(Aim of the exercise)
What's needed is an exact copy of all the data below, without pictures.

(Source data)
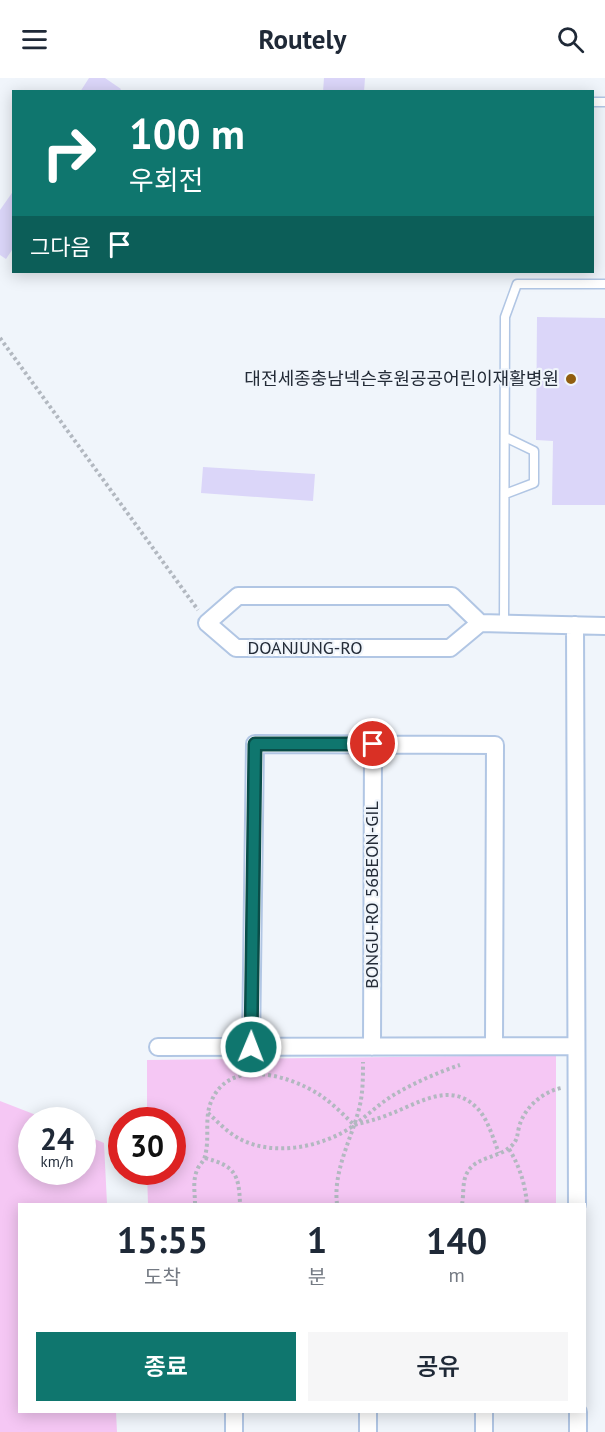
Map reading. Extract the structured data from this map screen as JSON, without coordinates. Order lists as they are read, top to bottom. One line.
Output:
{"streets":{"street":["DOANJUNG-RO","BONGU-RO 56BEON-GIL"]},"places":["대전세종충남넥슨후원공공어린이재활병원"],"page":{"header":"Routely","turn":["100 m","우회전"],"then":"그다음","speed":"24 km/h","limit":"30","eta":["15:55","도착","1","분","140","m"],"buttons":["종료","공유"]}}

(Exercise output)
Map reading. Extract the structured data from this map screen as JSON, without coordinates. Order lists as they are read, top to bottom. One line.
Output:
{"streets":{"street":["DOANJUNG-RO","BONGU-RO 56BEON-GIL"]},"places":["대전세종충남넥슨후원공공어린이재활병원"],"page":{"header":"Routely","turn":["100 m","우회전"],"then":"그다음","speed":"24 km/h","limit":"30","eta":["15:55","도착","1","분","140","m"],"buttons":["종료","공유"]}}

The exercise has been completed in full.